“Oooh, you’re a writer? So have you written a book yet?”
This question features right up there with “Where do you see yourself in five years?” and “Where should we go for dinner tonight?” on the list of questions I really, really don’t want to answer.
And as a full-time freelance writer, it’s one I get a lot.
But fairly recently — that is, as of this past February — I’ve been able to honestly answer it with, “No, not yet. But I’m in the process.”
How to get started on your book idea
Although I’ve been putting words into sentences for as long as I’ve known how to form them, part of me honestly thought I’d never be able to write a book. (And, full disclosure, I still haven’t published one.)
But I do have a complete first draft of a manuscript: more than 36,000 words worth of work I feel pretty darn confident about.
I’ve always watched super-prolific authors who crank out volume after volume in total awe, wondering where they got their superhuman powers. I didn’t know how on earth to even start one book, let alone produce dozens.
And given that publication is still on the distant horizon — if it even happens at all — I’m certainly no expert on getting your book inside a cover. But if you are, like I was just months ago, sitting on an idea that you obliquely refer to as “a longer thing” and can’t seem to get moving on, I can shed a teeny tiny ray of light.
Here are the keys I found that made it possible to finally get started on my book.
1. Yes, you need an outline
Depending on the kind of writer you are, your reaction to this piece of advice might be, “Uh, doy,” or, “Ugh, no, you can’t make me.” I am very outline-resistant and fall firmly into the latter camp, but I must also tell you: creating an outline was the missing link that made it possible for me to finally start drafting this thing.
I’d had a lot of thoughts circulating around the book — lines and scenes that would occur to me that I knew were relevant, but wasn’t quite ready to flesh out yet. I started by just adding them all into one Google doc, which eventually grew massive…so one day, I took the time to sit down and move those dissonant chunks into something like an order.
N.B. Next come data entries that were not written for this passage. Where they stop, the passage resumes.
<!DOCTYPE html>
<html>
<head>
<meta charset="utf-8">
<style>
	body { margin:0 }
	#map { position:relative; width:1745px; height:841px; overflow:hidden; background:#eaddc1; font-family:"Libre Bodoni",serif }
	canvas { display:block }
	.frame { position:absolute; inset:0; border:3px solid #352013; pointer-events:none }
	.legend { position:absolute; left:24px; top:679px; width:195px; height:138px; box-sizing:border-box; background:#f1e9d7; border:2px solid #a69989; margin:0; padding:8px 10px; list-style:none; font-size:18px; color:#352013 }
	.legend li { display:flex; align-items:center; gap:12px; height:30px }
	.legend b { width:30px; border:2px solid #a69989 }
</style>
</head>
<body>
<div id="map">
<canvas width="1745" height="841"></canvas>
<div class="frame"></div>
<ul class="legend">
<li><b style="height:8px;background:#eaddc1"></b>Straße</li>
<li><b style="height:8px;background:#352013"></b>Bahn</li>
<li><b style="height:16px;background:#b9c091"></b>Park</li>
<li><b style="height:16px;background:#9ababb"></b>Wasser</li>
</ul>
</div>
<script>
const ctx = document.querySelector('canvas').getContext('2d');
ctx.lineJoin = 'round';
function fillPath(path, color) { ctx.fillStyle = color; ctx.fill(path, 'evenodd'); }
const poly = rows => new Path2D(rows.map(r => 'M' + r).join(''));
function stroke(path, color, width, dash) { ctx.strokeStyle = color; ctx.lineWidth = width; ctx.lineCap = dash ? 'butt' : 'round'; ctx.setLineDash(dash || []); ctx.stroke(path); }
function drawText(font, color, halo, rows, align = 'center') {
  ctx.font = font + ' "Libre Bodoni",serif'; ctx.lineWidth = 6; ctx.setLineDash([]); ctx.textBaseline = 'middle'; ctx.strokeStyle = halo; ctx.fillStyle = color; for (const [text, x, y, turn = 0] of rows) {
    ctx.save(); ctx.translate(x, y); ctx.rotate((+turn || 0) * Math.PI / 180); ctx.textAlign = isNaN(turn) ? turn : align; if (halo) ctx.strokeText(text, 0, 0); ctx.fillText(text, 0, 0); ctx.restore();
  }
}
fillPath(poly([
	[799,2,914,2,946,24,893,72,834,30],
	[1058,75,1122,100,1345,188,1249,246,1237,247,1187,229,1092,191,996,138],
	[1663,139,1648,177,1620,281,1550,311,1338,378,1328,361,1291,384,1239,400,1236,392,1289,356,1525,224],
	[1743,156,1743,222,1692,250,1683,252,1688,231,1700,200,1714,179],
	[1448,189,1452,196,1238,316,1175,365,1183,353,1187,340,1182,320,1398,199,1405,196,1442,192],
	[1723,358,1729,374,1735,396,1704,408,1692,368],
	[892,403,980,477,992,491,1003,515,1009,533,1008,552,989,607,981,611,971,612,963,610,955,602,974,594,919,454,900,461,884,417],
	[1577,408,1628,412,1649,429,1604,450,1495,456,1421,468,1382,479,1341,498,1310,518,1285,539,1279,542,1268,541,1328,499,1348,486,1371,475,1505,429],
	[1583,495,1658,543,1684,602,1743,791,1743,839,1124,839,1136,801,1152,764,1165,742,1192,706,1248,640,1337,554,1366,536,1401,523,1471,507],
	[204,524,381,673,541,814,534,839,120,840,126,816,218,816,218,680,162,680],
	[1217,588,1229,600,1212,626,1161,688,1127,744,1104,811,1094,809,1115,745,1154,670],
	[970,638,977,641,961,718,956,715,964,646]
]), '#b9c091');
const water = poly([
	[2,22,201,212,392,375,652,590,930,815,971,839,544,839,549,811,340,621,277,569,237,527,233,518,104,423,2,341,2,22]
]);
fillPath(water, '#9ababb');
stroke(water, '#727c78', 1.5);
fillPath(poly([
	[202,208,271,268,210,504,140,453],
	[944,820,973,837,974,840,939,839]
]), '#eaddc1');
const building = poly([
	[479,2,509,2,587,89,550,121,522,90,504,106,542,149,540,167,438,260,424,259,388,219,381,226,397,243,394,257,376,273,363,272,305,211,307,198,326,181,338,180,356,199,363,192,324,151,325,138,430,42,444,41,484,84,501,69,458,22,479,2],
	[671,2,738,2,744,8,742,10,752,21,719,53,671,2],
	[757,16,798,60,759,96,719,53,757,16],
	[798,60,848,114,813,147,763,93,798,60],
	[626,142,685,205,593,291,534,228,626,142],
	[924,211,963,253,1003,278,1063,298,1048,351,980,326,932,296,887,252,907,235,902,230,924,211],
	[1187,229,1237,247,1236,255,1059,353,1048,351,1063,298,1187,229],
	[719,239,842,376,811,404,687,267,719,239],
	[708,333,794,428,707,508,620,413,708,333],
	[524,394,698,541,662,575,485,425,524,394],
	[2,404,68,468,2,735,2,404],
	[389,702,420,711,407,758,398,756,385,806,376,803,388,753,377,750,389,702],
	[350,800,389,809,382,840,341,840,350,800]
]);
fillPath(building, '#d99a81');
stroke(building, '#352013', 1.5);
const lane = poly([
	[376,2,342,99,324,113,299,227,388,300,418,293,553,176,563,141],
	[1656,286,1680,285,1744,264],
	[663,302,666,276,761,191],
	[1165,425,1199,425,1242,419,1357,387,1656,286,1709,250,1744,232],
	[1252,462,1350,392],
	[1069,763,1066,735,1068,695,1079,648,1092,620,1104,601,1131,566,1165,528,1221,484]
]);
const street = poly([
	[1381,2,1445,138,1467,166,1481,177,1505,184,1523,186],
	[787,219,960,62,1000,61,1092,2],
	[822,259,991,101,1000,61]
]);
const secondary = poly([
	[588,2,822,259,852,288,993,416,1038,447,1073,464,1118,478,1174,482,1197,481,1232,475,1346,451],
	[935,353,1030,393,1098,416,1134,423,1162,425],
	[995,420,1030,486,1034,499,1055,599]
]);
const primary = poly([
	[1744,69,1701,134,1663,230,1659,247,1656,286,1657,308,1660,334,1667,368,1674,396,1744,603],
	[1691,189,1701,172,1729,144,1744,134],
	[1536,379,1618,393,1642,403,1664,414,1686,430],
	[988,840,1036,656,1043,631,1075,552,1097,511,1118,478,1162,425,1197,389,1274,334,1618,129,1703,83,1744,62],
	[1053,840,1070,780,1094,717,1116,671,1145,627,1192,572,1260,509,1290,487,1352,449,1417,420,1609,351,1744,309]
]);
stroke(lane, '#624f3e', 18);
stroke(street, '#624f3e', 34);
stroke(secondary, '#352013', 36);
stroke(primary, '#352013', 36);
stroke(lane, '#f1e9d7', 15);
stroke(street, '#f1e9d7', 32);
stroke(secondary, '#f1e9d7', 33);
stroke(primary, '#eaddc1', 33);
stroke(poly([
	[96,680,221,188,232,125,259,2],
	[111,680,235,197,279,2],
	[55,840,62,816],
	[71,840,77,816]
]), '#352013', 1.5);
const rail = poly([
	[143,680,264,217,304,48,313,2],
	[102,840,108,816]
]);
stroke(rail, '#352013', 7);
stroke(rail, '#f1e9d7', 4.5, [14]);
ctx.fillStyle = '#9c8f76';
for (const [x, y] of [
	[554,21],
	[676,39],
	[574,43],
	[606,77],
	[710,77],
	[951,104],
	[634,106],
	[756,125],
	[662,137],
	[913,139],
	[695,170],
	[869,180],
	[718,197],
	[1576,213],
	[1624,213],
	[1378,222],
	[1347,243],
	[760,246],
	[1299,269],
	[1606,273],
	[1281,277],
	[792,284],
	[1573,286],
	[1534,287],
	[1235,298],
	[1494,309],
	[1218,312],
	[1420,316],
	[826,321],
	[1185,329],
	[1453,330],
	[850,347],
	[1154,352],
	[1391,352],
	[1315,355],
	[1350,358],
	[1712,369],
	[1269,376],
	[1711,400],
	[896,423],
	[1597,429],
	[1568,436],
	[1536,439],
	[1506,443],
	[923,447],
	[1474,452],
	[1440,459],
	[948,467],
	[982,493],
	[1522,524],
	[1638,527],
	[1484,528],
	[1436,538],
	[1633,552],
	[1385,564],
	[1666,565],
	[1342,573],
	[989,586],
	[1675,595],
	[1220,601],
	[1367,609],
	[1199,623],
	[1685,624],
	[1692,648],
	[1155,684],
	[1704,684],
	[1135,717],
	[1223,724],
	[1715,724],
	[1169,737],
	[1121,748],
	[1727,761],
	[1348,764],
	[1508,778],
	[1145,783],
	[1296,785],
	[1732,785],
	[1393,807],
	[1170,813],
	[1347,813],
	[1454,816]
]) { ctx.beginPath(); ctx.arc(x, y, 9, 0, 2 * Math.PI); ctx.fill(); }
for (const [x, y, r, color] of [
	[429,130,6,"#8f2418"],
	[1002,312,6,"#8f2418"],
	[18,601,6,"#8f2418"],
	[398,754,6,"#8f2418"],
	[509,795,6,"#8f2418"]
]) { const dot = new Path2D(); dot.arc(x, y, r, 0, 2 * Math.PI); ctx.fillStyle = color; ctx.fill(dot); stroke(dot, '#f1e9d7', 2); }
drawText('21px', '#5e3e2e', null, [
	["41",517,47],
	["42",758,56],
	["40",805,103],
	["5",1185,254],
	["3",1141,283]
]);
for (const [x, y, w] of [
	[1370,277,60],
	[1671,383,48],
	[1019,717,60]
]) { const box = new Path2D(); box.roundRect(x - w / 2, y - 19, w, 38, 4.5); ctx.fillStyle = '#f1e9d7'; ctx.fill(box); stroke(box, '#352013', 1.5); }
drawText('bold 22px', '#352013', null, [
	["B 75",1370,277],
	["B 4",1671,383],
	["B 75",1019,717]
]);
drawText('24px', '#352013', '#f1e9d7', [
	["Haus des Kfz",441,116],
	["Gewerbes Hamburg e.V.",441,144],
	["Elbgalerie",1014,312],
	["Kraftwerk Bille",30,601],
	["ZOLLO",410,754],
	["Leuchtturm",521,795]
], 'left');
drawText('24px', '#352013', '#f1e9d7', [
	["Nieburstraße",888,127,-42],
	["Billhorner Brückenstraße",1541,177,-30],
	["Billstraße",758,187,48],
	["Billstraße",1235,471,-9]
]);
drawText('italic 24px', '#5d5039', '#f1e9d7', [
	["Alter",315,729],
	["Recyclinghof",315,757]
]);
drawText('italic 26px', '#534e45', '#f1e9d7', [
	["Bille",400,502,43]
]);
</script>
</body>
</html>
Slowly, an outline emerged: I could begin to see sub-groups forming which eventually became the skeleton of a chapter structure. Once I had that, the narrative arc and purpose of my book as a whole began to shine more clearly. It also helped me create separate docs for each chapter to serve as slightly-more-organized repositories as those one-off lines or scenes came to me over time.
In short, even if you’re not the type to tackle a writing project with a tidy outline right from the start, it’s still possible to cobble one together — and doing so will give you a framework that feels a lot less overwhelming than one giant document. I know for a fact I wouldn’t have been able to come as far as I have in my draft without my outline, so if you haven’t yet, I highly recommend making one.
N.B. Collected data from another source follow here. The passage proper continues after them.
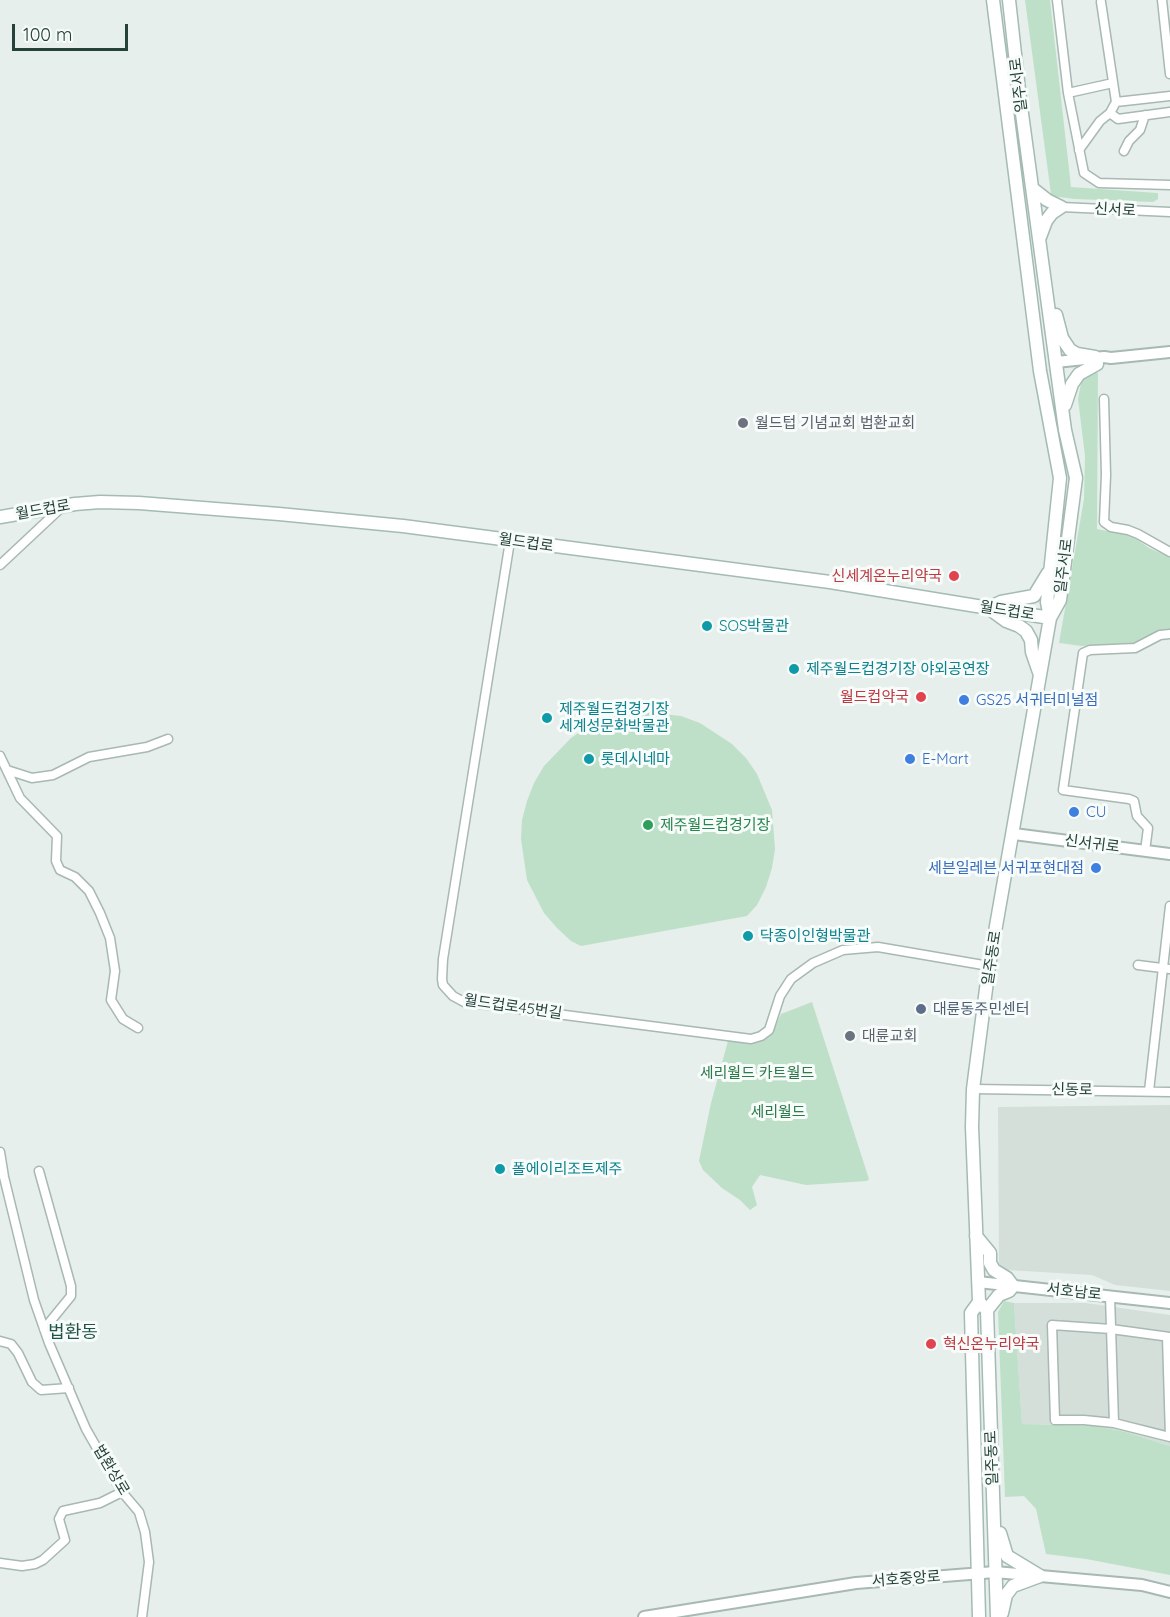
<!DOCTYPE html>
<meta charset="utf-8">
<style>
body{margin:0}
#map{position:relative;width:1170px;height:1617px;overflow:hidden;background:#e6efeb;font-family:Quicksand,sans-serif}
canvas{display:block}
.scale{position:absolute;left:12px;top:24px;width:116px;height:27px;box-sizing:border-box;border:3px solid #24423a;border-top:0;padding-left:8px;font-size:18px;line-height:21px;white-space:nowrap;color:#24423a;-webkit-text-stroke:4px #f7fbf9;paint-order:stroke}
</style>
<div id="map">
<canvas width="1170" height="1617"></canvas>
<div class="scale">100 m</div>
</div>
<script>
const g = document.querySelector('canvas').getContext('2d');
g.lineJoin = 'round';
function fillPath(path, color) {
  g.fillStyle = color;
  g.fill(path, 'evenodd');
}
function shape(rows) {
  const path = new Path2D();
  for (const r of rows) {
    path.moveTo(r[0], r[1]);
    for (let i = 2; i < r.length; i += 2) path.lineTo(r[i], r[i + 1]);
  }
  return path;
}
function stroke(path, color, width, dash) {
  g.strokeStyle = color;
  g.lineWidth = width;
  g.lineCap = dash ? 'butt' : 'round';
  g.setLineDash(dash || []);
  g.stroke(path);
}
function write(font, color, halo, rows, align = 'center') {
  g.font = font + ' Quicksand,"Noto Sans KR",sans-serif';
  g.lineWidth = 6;
  g.setLineDash([]);
  g.textBaseline = 'middle';
  g.strokeStyle = halo;
  g.fillStyle = color;
  for (const [text, x, y, turn = 0] of rows) {
    g.save();
    g.translate(x, y);
    g.rotate((+turn || 0) * Math.PI / 180);
    g.textAlign = isNaN(turn) ? turn : align;
    if (halo) g.strokeText(text, 0, 0);
    g.fillText(text, 0, 0);
    g.restore();
  }
}
fillPath(shape([
 [1170,1105,1170,1291,1115,1285,1092,1275,1007,1270,999,1264,998,1107],
 [1014,1303,1086,1303,1170,1315,1170,1446,1126,1432,1096,1426,1022,1424]
]), '#d4dfda');
fillPath(shape([
 [1025,0,1050,0,1071,187,1158,193,1158,199,1153,202,1074,199,1053,196,1051,194],
 [1091,373,1098,373,1097,529,1132,536,1149,548,1170,557,1170,630,1166,629,1135,645,1082,646,1059,643,1084,499,1085,456,1078,399,1081,383,1085,376],
 [643,712,681,716,700,723,732,744,746,758,757,774,772,810,775,849,772,868,766,887,757,905,747,916,581,946,571,941,557,928,544,913,527,880,521,839,522,820,527,801,534,783,544,766,571,738,587,727,605,719,624,714],
 [812,1002,869,1179,867,1181,806,1185,760,1175,752,1187,757,1205,750,1210,740,1200,722,1188,703,1170,699,1161,711,1103,728,1041,764,1039,773,1031,781,1014],
 [1004,1301,1014,1303,1022,1424,1096,1426,1126,1432,1170,1446,1170,1575,1086,1559,1046,1554,1036,1509,1024,1496,1005,1497,998,1312]
]), '#bfe0c8');
const minor = shape([
 [1057,0,1068,93,1084,173,1099,183,1170,185],
 [1162,0,1170,74],
 [1101,2,1116,102],
 [1068,93,1113,83],
 [1170,96,1116,102,1110,113,1118,119,1170,112],
 [1079,150,1100,121,1110,113],
 [1124,151,1129,141,1140,130,1145,115],
 [1061,207,1170,212],
 [1104,399,1106,475,1104,522,1111,527,1128,530,1138,534,1170,552],
 [510,541,443,959,442,979,443,985,453,996,464,1002,751,1039,761,1036,769,1030,780,996,791,979,813,963,843,950,878,947,989,966],
 [0,565,63,506],
 [0,756,20,798,57,836,56,861,60,870,75,877,89,891,100,913,110,938,115,971,111,1000,123,1019,138,1028],
 [7,770,32,778,53,775,89,757,147,747,168,739],
 [1145,851,1148,828,1137,816,1134,801,1129,799,1063,790,1083,653,1090,650,1135,648,1160,635,1170,634],
 [1138,965,1170,969],
 [973,1089,1170,1092],
 [1149,1091,1170,906],
 [0,1152,4,1177,34,1300,49,1343,86,1429,122,1492,139,1512,145,1532,149,1562,142,1617],
 [39,1171,71,1286,71,1296,44,1329],
 [1110,1296,1114,1423],
 [1167,1337,1170,1437],
 [1170,1337,1111,1329,1052,1325,1055,1420,1084,1420,1114,1423,1170,1437],
 [0,1341,11,1344,18,1353,32,1382,41,1390,69,1388],
 [0,1563,22,1566,35,1564,43,1560,65,1540,59,1519,63,1511,100,1503,122,1492]
]);
const tertiary = shape([
 [1056,362,1104,357,1111,358,1170,352],
 [1014,834,1170,854],
 [978,1282,1170,1303],
 [644,1617,856,1583,995,1572,1142,1585,1170,1592]
]);
const secondary = shape([
 [1009,0,1020,99,1065,430,1076,478,1060,600,1050,618],
 [1033,189,1047,200,1061,207],
 [1040,237,1046,221,1052,213,1061,207],
 [1056,315,1062,338,1070,350,1077,354,1095,357],
 [1065,405,1072,384,1079,374,1097,364],
 [0,517,75,504,100,502,139,503,279,514,403,526,830,582,1050,618],
 [990,607,1001,602,1034,596,1048,573],
 [991,610,1006,621,1019,626,1026,631,1031,640,1032,652,1040,675],
 [976,1236,990,1253,990,1263,994,1270,1007,1278,1013,1286,1009,1291,999,1295,987,1310],
 [979,1302,987,1310,997,1617],
 [1000,1533,1007,1556,1040,1576,1013,1586,1006,1595,1002,1613],
 [979,1617,971,1313,979,1302,972,1127,973,1089,989,966,1050,618,1047,602,1060,478,1040,371,993,0]
]);
stroke(minor, '#a8b8b2', 11);
stroke(tertiary, '#a8b8b2', 14);
stroke(secondary, '#a4bbb3', 15);
stroke(minor, '#fff', 8);
stroke(tertiary, '#fff', 10);
stroke(secondary, '#fff', 12);
for (const [x, y, r, color] of [
 [743,423,6,"#6b7280"],
 [954,576,6,"#e0444e"],
 [707,626,6,"#0f9aa8"],
 [794,669,6,"#0f9aa8"],
 [921,697,6,"#e0444e"],
 [964,700,6,"#3f7fe0"],
 [547,718,6,"#0f9aa8"],
 [589,759,6,"#0f9aa8"],
 [910,759,6,"#3f7fe0"],
 [1074,812,6,"#3f7fe0"],
 [648,825,6,"#2e9e5b"],
 [1096,868,6,"#3f7fe0"],
 [748,936,6,"#0f9aa8"],
 [921,1009,6,"#5c6f8a"],
 [850,1036,6,"#6b7280"],
 [500,1169,6,"#0f9aa8"],
 [931,1344,6,"#e0444e"]
]) {
  const dot = new Path2D();
  dot.arc(x, y, r, 0, 2 * Math.PI);
  g.fillStyle = color;
  g.fill(dot);
  stroke(dot, '#f7fbf9', 2);
}
write('15px', '#24423a', '#f7fbf9', [
 ["일주서로",1019,85,-97],
 ["신서로",1115,210,3],
 ["월드컵로",43,510,-10],
 ["월드컵로",526,543,8],
 ["일주서로",1064,566,-83],
 ["월드컵로",1007,611,9],
 ["신서귀로",1092,844,7],
 ["일주동로",992,958,-81],
 ["월드컵로45번길",513,1007,8],
 ["신동로",1072,1090,1],
 ["서호남로",1074,1292,6],
 ["일주동로",992,1458,-92],
 ["법환상로",111,1470,59],
 ["서호중앙로",906,1579,-4]
]);
write('15px', '#5b616d', '#f7fbf9', [
 ["월드텁 기념교회 법환교회",755,423],
 ["대륜교회",862,1036]
], 'left');
write('15px', '#be3a42', '#f7fbf9', [
 ["신세계온누리약국",942,576],
 ["월드컵약국",909,697],
 ["혁신온누리약국",943,1344,"left"]
], 'right');
write('15px', '#0d838f', '#f7fbf9', [
 ["SOS박물관",719,626],
 ["제주월드컵경기장 야외공연장",806,669],
 ["제주월드컵경기장",559,709],
 ["세계성문화박물관",559,726],
 ["롯데시네마",601,759],
 ["닥종이인형박물관",760,936],
 ["폴에이리조트제주",512,1169]
], 'left');
write('15px', '#366cbe', '#f7fbf9', [
 ["GS25 서귀터미널점",976,700],
 ["E-Mart",922,759],
 ["CU",1086,812],
 ["세븐일레븐 서귀포현대점",1084,868,"right"]
], 'left');
write('15px', '#27864d', '#f7fbf9', [
 ["제주월드컵경기장",660,825]
], 'left');
write('15px', '#4e5e75', '#f7fbf9', [
 ["대륜동주민센터",933,1009]
], 'left');
write('15px', '#2d7a4b', '#f7fbf9', [
 ["세리월드 카트월드",757,1073],
 ["세리월드",778,1112]
]);
write('18px', '#1f5548', '#f7fbf9', [
 ["법환동",73,1333]
]);
</script>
2. And yes, you need to make time for it
Okay, this post is starting to look more like a list of how I’ve historically failed as a writer.
But I have to admit it: I’m definitely not one of those idyllic get up and write for three hours every morning before I even have breakfast people. Honestly, I prefer to go to the gym before I do anything else; turning my brain off and sweating for an hour or two tends to quash my anxiety and amplify my creativity.
But I’m also a full-time freelance writer (hi, I took a break from my book to write this post) and have to expend some of that creative energy on work stuff. And that means if I want to consistently make progress on the book, I have to, well, book it — which means trading the crosswords I usually do over my pre-gym morning coffee for opening a chapter and staring at it until a few hundred words come out.
I won’t pretend I’m awesome at doing this every single day. But I will say that on the days I make an effort, I usually get at least a little bit of progress in return. Maybe each and every day is too much for you, and maybe you do need to take a break from thinking about it every once in a while. But if you want to write a book, you have to make time to sit down and actually write it at some point.
3. Pick an audience of one
It’s important to think about your audience while you’re writing. But it’s a balancing act, too. If you’re so concerned with what-ifs and trying to pen something “publishable,” you could wind up paralyzed, watching that blinking cursor in abject horror.
Figuring out how to mold my narrative into something — shudder — saleable left me in a state of perpetual writer’s block for years. So this time, I did something different: I decided I was writing the book for my mother. So long as I finish it and she reads it before she dies, I will have succeeded. This tactic is way more motivating than any pre-publication book deal or advance could ever be.
As in all things writing advice, your mileage with these tips may vary. You have to figure out the process that works for you. Maybe you *do* show up to every project with a picture-perfect outline and spend blissful mornings tap-tap-tapping away before you’ve even had your coffee. If so, congratulations; the rest of us will be over here trying not to hate you.
But if you’ve got something inside you that you know the world needs, don’t let these everyday obstacles keep you from producing it. Find a way to let the words out. You deserve it — and so do we.